■ **About this exercise**
Print the records below exactly, starting at the first line and stopping after the line that contains "For a GIS import: Describe". Leave out any pictures.

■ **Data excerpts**
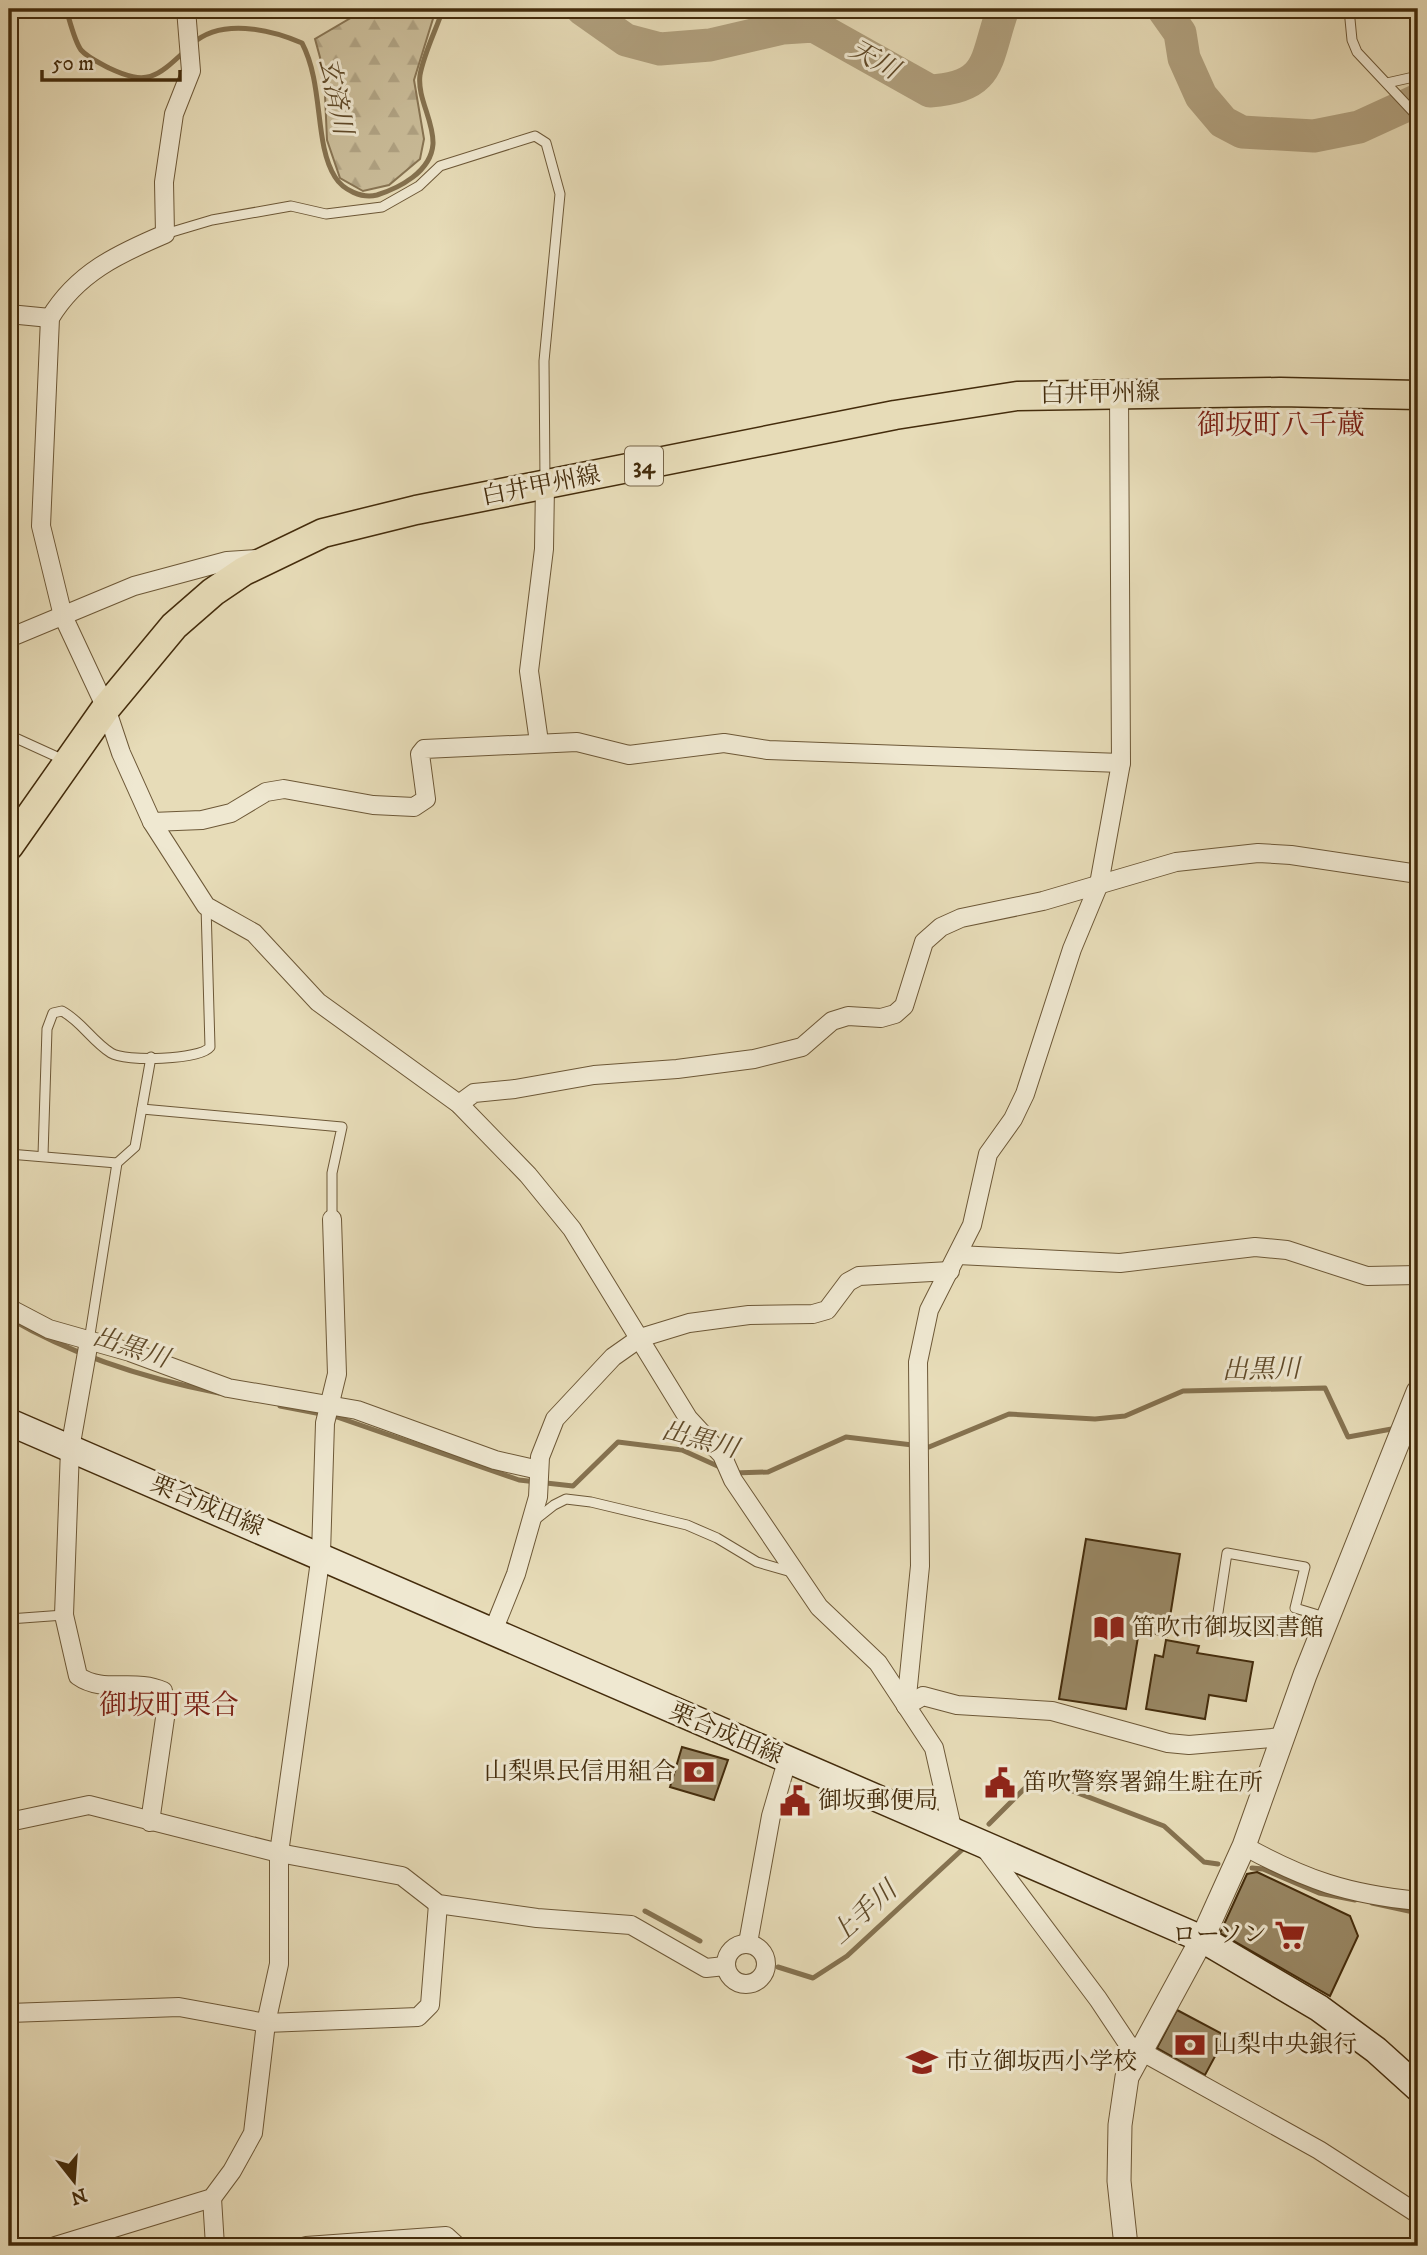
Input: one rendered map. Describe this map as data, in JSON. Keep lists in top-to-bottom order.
{
  "streets": {
    "main road": ["白井甲州線", "34", "栗合成田線"]
  },
  "districts": ["御坂町八千蔵", "御坂町栗合"],
  "water": [
    "天川",
    "玄済川",
    "出黒川",
    "上手川"
  ],
  "places": {
    "library": ["笛吹市御坂図書館"],
    "bank": ["山梨県民信用組合", "山梨中央銀行"],
    "public building": ["笛吹警察署錦生駐在所", "御坂郵便局"],
    "supermarket": ["ローソン"],
    "school or university": ["市立御坂西小学校"]
  },
  "scale_bar": "50 m",
  "north": "bottom"
}
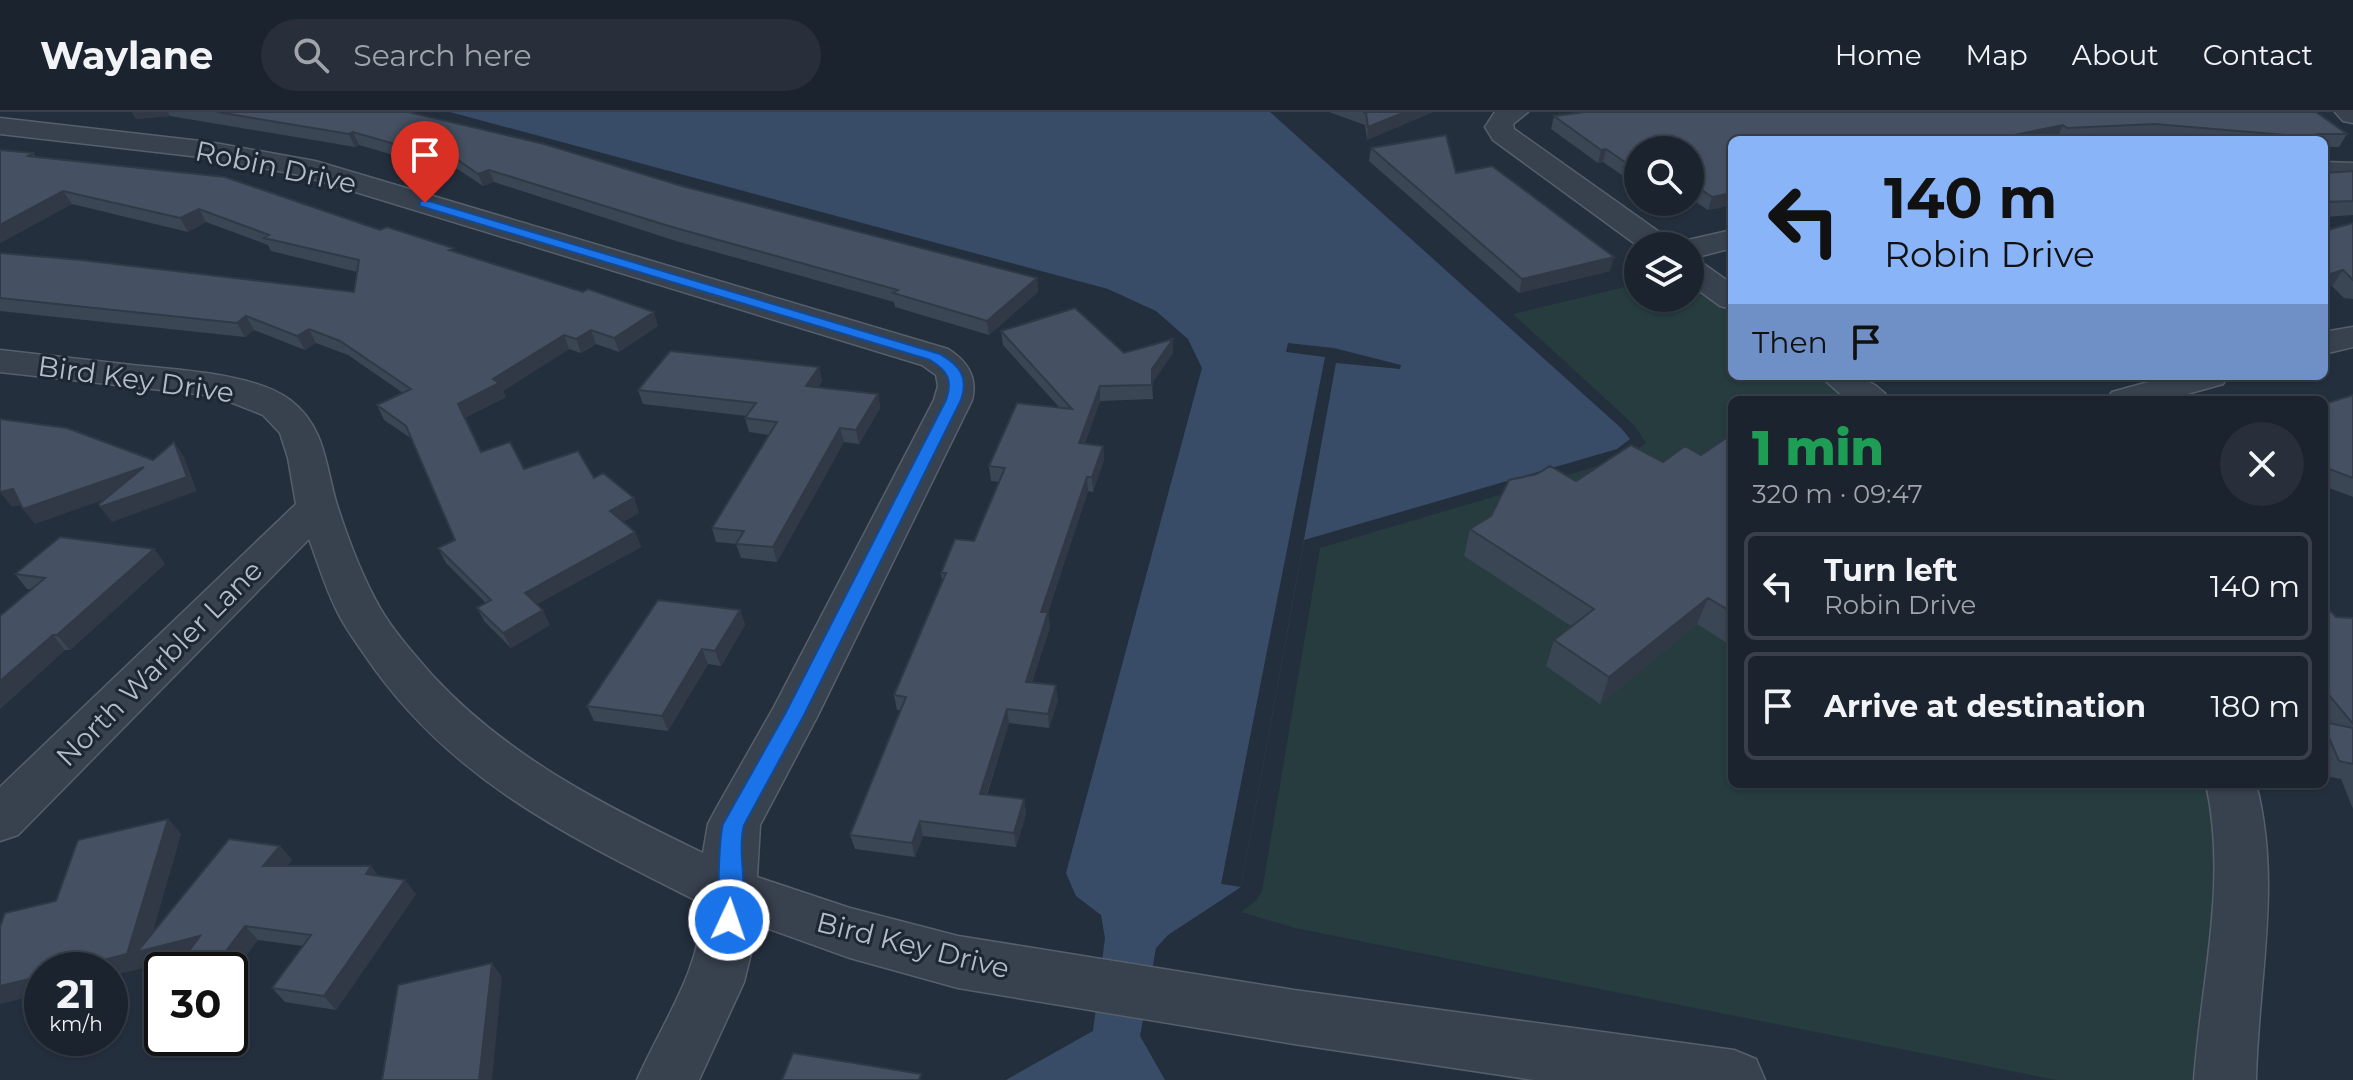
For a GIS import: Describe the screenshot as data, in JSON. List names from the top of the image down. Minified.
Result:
{"streets":{"street":["Robin Drive","Bird Key Drive","North Warbler Lane"]},"crossings":[["Robin Drive","Bird Key Drive"],["Bird Key Drive","North Warbler Lane"]],"page":{"header":"Waylane","search":"Search here","nav":["Home","Map","About","Contact"],"turn":["140 m","Robin Drive"],"then":"Then","heading":["1 min","320 m · 09:47"],"list":[{"name":"Turn left","note":"Robin Drive","value":"140 m"},{"name":"Arrive at destination","value":"180 m"}],"speed":"21 km/h","limit":"30"}}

■ **Solution for this task**
Input: one rendered map. Describe this map as data, in JSON. Keep lists in top-to-bottom order.
{
  "streets": {
    "main road": ["白井甲州線", "34", "栗合成田線"]
  },
  "districts": ["御坂町八千蔵", "御坂町栗合"],
  "water": [
    "天川",
    "玄済川",
    "出黒川",
    "上手川"
  ],
  "places": {
    "library": ["笛吹市御坂図書館"],
    "bank": ["山梨県民信用組合", "山梨中央銀行"],
    "public building": ["笛吹警察署錦生駐在所", "御坂郵便局"],
    "supermarket": ["ローソン"],
    "school or university": ["市立御坂西小学校"]
  },
  "scale_bar": "50 m",
  "north": "bottom"
}
For a GIS import: Describe the screenshot as data, in JSON. List names from the top of the image down. Minified.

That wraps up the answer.